Action item:
Nothing but the lines from the top of the records through the line with "const g = document.querySelector('canvas').getContext('2d');" should be returned, exactly, and without pictures.

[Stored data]
------------------------------------------------------------

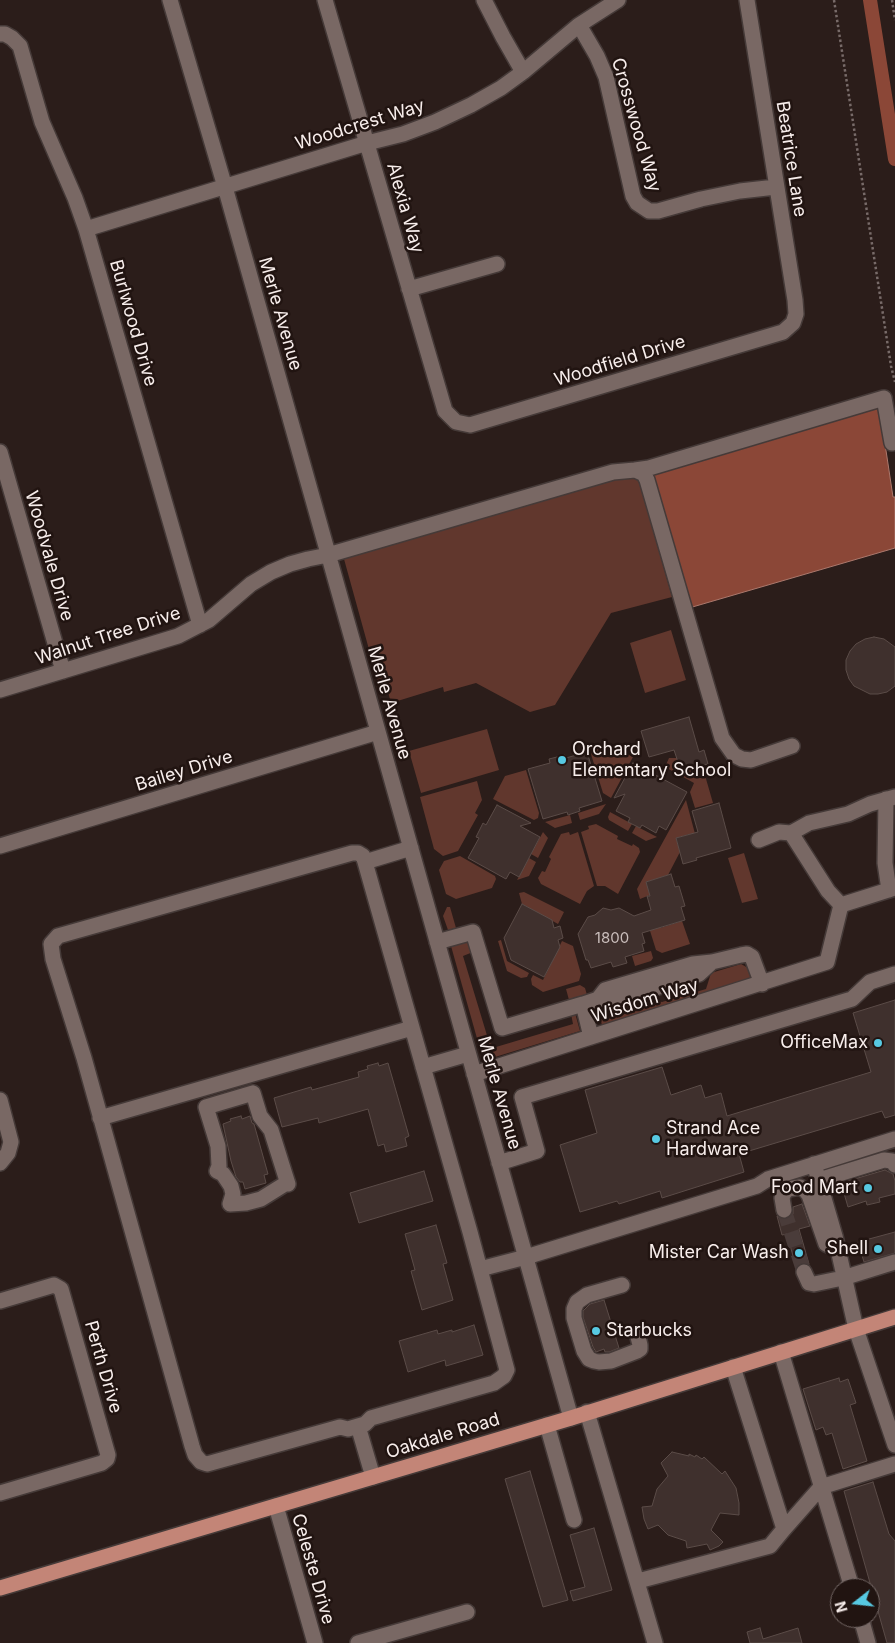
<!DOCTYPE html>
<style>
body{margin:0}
#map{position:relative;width:895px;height:1643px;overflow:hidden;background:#2b1d1a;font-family:Inter,sans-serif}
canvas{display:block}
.north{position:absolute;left:830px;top:1578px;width:50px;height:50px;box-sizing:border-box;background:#211411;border:1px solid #776b69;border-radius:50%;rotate:254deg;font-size:14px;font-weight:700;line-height:20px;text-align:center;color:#f8eeec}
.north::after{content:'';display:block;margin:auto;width:18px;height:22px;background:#57c9e2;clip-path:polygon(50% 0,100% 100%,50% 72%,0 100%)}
</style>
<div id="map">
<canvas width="895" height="1643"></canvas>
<div class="north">N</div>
</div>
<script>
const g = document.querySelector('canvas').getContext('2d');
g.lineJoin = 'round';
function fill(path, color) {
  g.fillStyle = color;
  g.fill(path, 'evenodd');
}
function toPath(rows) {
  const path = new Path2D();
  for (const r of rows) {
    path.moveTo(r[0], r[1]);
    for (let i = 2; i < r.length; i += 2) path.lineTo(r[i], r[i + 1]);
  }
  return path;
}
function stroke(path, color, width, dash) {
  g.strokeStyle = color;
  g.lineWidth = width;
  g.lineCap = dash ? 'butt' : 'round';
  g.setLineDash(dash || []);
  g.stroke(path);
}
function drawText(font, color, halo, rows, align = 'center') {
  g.font = font + ' Inter,sans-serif';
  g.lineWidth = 5;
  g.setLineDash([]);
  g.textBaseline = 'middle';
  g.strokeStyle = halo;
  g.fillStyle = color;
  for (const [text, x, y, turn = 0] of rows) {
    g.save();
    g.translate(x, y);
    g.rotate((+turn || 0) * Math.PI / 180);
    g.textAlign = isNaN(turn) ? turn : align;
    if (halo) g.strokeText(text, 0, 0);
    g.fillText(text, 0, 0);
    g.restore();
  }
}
const green = toPath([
 [626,474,638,477,672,597,611,613,555,705,530,712,476,683,444,692,443,687,391,703,385,681,378,682,344,559],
 [671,630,686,680,645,693,630,643],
 [487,729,499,770,421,793,409,751],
 [610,745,633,757,611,798,603,793,590,751],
 [669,758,677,758,681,771,702,765,713,803,695,808,690,792,694,783,665,767],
 [526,770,539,813,538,818,534,820,493,799,505,776],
 [477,781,482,800,475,813,478,815,458,851,443,856,434,849,420,797],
 [686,800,698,845,696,858,690,834,676,838,680,852,668,875,646,882,650,895,640,899,637,889],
 [606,804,599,814,580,820,578,813],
 [610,812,632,824,628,831,609,820,608,817],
 [570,815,572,823,555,828,545,822],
 [596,824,618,836,617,839,632,846,633,844,639,848,640,852,618,894,605,886,597,886,581,832,589,829,588,826],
 [636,826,657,837,646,841,632,833],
 [543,832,548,838,538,858,531,854],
 [569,832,570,835,578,832,594,886,587,891,580,904,541,884,538,878,542,871,545,872,551,859,549,857,561,834],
 [744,853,758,899,742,903,728,858],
 [460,856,495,876,496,879,492,888,456,899,446,894,439,870,444,861],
 [529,858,536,862,529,876,517,880],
 [524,892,564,912,558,924,522,904,519,893],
 [447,907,450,907,456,928,448,930,443,916],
 [656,915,660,928,682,921,690,944,662,953,656,950,646,918],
 [470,940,473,952,463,956,489,1042,496,1047,573,1024,571,1014,575,1013,580,1031,495,1057,480,1049,451,946],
 [501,940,507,961,529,973,527,977,521,978,507,971,498,941],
 [562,941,573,946,581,974,579,981,543,992,532,985,531,979,533,975,543,980],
 [651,951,653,958,651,961,635,966,632,956],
 [741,964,748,968,751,979,602,1025,597,1007,604,1007,603,1016,608,1019,645,1008,648,997,657,994,657,1001,662,1002,706,989,711,973],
 [580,985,585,988,587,995,569,1000,566,989]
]);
const water = toPath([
 [879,404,893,497,895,497,895,548,689,608,650,473,879,404]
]);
const canal = toPath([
 [870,0,895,159]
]);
const building = toPath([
 [874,637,884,639,895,647,895,686,887,692,878,694,870,694,854,686,849,679,846,670,846,660,850,651,856,644,865,639,874,637],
 [689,717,699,752,704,750,708,764,681,771,674,750,649,757,641,731,689,717],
 [587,752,602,801,579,808,580,811,568,815,567,812,543,819,528,769,550,763,549,759,565,755,566,758,587,752],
 [633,763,687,792,666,830,659,826,656,833,642,825,640,828,628,822,630,818,616,811,625,794,614,798,633,763],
 [719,803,731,848,696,858,697,860,683,864,676,838,698,832,692,811,719,803],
 [497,805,531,823,520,826,540,837,519,877,510,872,506,879,468,858,479,838,476,837,483,823,486,825,497,805],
 [671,874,675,887,679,886,685,906,681,907,685,920,642,933,645,943,642,944,644,951,625,957,627,963,613,967,611,962,591,968,588,960,586,960,578,934,588,917,595,915,603,908,611,910,619,908,634,916,651,910,647,896,650,896,646,882,671,874],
 [522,904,552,920,554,928,560,926,563,938,558,940,560,947,544,977,511,960,504,938,522,904],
 [895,1000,895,1115,885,1118,882,1111,739,1154,744,1172,662,1198,660,1191,619,1204,617,1201,580,1212,560,1145,597,1133,585,1090,662,1067,671,1095,701,1085,705,1098,721,1093,727,1116,871,1072,853,1013,895,1000],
 [378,1063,379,1066,388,1063,409,1136,405,1138,407,1146,386,1152,384,1144,378,1146,368,1109,319,1123,318,1118,282,1127,274,1098,311,1087,312,1090,359,1077,358,1072,368,1069,367,1066,378,1063],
 [241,1116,242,1119,250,1116,252,1123,254,1124,268,1174,264,1175,266,1183,245,1189,243,1182,240,1182,236,1177,231,1161,223,1124,231,1121,230,1119,241,1116],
 [885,1170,893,1174,895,1181,895,1194,879,1198,880,1202,867,1205,866,1201,848,1207,841,1183,885,1170],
 [424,1171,433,1201,359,1223,350,1193,424,1171],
 [802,1204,810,1226,799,1229,809,1264,801,1263,796,1267,787,1234,782,1235,777,1216,781,1219,786,1219,793,1214,793,1207,802,1204],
 [436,1225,447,1263,443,1264,453,1300,422,1310,411,1271,415,1270,405,1234,436,1225],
 [895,1232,895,1253,864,1262,858,1242,895,1232],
 [604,1300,619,1348,609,1352,605,1352,604,1349,596,1352,593,1347,583,1317,583,1311,590,1304,604,1300],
 [474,1325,483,1355,446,1366,445,1360,408,1372,399,1341,437,1330,438,1334,452,1330,452,1332,474,1325],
 [839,1378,840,1382,848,1379,856,1403,850,1405,867,1461,843,1469,832,1433,826,1435,823,1427,816,1430,803,1389,839,1378],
 [672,1452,689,1456,689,1454,695,1457,696,1455,702,1459,704,1457,722,1474,725,1471,736,1488,739,1503,739,1515,720,1513,711,1530,723,1542,719,1546,710,1550,707,1544,687,1548,686,1541,668,1535,658,1525,648,1529,644,1519,642,1507,652,1506,657,1489,668,1476,661,1463,672,1452],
 [530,1471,568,1600,543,1607,505,1479,530,1471],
 [873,1482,889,1534,895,1541,895,1643,887,1643,844,1491,873,1482],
 [594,1528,612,1590,573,1601,570,1591,585,1587,570,1535,594,1528],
 [760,1628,763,1639,798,1628,802,1643,750,1643,747,1632,760,1628]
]);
const minorTunnel = toPath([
 [784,1210,804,1272]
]);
const path = toPath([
 [834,0,891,366,895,382],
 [892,0,895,20]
]);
const minor = toPath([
 [170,0,225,187,571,1418],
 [325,0,445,411,456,422,470,425,783,332,793,323,796,314,795,300,747,0],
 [484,0,503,37,523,72],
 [579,25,597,56,606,77,633,196,637,203,649,211,658,211,701,199,740,191,776,187],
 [0,34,5,34,12,38,20,46,42,122,75,198,86,229,200,625],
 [86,229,367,143,403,134,435,122,471,105,501,88,523,72,579,25,618,0],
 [409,289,497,264],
 [0,452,63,671],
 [635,470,649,468,884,398,892,443],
 [0,690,178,636,209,620,251,584,271,572,290,564,308,559,328,555,613,472,635,470,644,474,647,480,722,738,734,755,742,759,751,760,792,746],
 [886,799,885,863,889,890],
 [791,833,809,823,848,814,870,804,895,797],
 [0,846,378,732],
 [365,862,470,1232,507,1370,504,1376,494,1383,371,1418,365,1424,348,1429,340,1427,207,1464,201,1462,195,1455,192,1446,84,1058,53,959,51,944,58,936,352,853,358,853,363,856,365,862,411,848],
 [841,905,895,888],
 [437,942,473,932,502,1028,583,1004,591,1037],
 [598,999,611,1002,699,974,712,962],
 [583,1004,598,999,605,990,693,964,712,962,741,955,747,954,752,957,762,984],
 [423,1067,468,1054],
 [474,1074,827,962,841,905,828,891,791,833,779,832,759,840],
 [253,1093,260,1116,271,1130,288,1184,285,1184,261,1199,246,1203,230,1204,233,1194,231,1186,223,1174,217,1171,219,1166,218,1146,206,1107,253,1093],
 [0,1100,11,1142,8,1153,0,1163],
 [100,1118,412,1028],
 [499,1163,537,1151,522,1097,852,999,870,982,895,974],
 [814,1164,835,1236,856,1329,895,1445],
 [819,1180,884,1160,892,1161,895,1165],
 [784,1210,782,1198,784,1193,788,1189,800,1187,805,1190,809,1195,826,1244,837,1249],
 [480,1269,526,1257,757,1186,768,1179,895,1139],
 [804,1272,809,1283,814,1284,843,1278,895,1262],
 [622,1285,587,1295,577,1302,574,1309,574,1318,584,1351,589,1359,594,1361,599,1362,611,1361,637,1351,640,1349,640,1345,638,1337],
 [0,1301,54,1285,61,1289,108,1455,107,1459,102,1463,0,1493],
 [781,1352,852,1588],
 [587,1412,655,1643],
 [547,1425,574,1520],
 [358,1426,373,1477],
 [276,1506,315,1643],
 [784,1529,821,1487,895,1464],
 [638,1581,770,1546,784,1529,733,1367],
 [861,1618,868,1643],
 [358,1643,467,1612]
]);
const major = toPath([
 [0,1588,571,1418,895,1317]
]);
const markers = [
 [562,760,5,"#57c9e2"],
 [878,1043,5,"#57c9e2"],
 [656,1139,5,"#57c9e2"],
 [868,1188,5,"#57c9e2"],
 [878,1249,5,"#57c9e2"],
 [799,1253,5,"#57c9e2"],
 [596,1331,5,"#57c9e2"]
];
const numberNames = [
 ["1800",612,938]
];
const streetNames = [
 ["Woodcrest Way",360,125,-17],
 ["Crosswood Way",636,125,74],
 ["Beatrice Lane",791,159,81],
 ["Alexia Way",405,208,74],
 ["Merle Avenue",280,314,74],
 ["Burlwood Drive",133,323,74],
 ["Woodfield Drive",620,361,-17],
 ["Woodvale Drive",49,556,74],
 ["Walnut Tree Drive",108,636,-18],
 ["Merle Avenue",389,703,74],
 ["Bailey Drive",184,771,-17],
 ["Wisdom Way",645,1001,-17],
 ["Merle Avenue",499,1093,74],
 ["Perth Drive",103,1367,74],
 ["Oakdale Road",443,1436,-17],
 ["Celeste Drive",313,1569,74]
];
const poiNames = [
 ["Orchard",572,750,"left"],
 ["Elementary School",572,771,"left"],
 ["OfficeMax",868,1043],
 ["Strand Ace",666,1129,"left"],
 ["Hardware",666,1150,"left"],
 ["Food Mart",858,1188],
 ["Shell",868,1249],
 ["Mister Car Wash",789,1253],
 ["Starbucks",606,1331,"left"]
];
fill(green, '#61372d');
fill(water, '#8b4737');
stroke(water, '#ac796d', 1);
stroke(canal, '#8b4737', 14);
fill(building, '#3f302d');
stroke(building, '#5b4c48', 1);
stroke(minorTunnel, '#4a3c3a', 15, [15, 8]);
stroke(minor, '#453a38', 18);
stroke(major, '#453a38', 18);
stroke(path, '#786b69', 2.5, [2.5, 2.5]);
stroke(minor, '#796864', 15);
stroke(major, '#c38577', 15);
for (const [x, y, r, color] of markers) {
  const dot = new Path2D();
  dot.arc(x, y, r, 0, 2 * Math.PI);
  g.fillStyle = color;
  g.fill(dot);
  stroke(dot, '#211411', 2);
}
drawText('15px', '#cabebc', null, numberNames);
drawText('18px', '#f8eeec', '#211411', streetNames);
drawText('18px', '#f8eeec', '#211411', poiNames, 'right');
</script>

------------------------------------------------------------

Answer to the exercise:
<!DOCTYPE html>
<style>
body{margin:0}
#map{position:relative;width:895px;height:1643px;overflow:hidden;background:#2b1d1a;font-family:Inter,sans-serif}
canvas{display:block}
.north{position:absolute;left:830px;top:1578px;width:50px;height:50px;box-sizing:border-box;background:#211411;border:1px solid #776b69;border-radius:50%;rotate:254deg;font-size:14px;font-weight:700;line-height:20px;text-align:center;color:#f8eeec}
.north::after{content:'';display:block;margin:auto;width:18px;height:22px;background:#57c9e2;clip-path:polygon(50% 0,100% 100%,50% 72%,0 100%)}
</style>
<div id="map">
<canvas width="895" height="1643"></canvas>
<div class="north">N</div>
</div>
<script>
const g = document.querySelector('canvas').getContext('2d');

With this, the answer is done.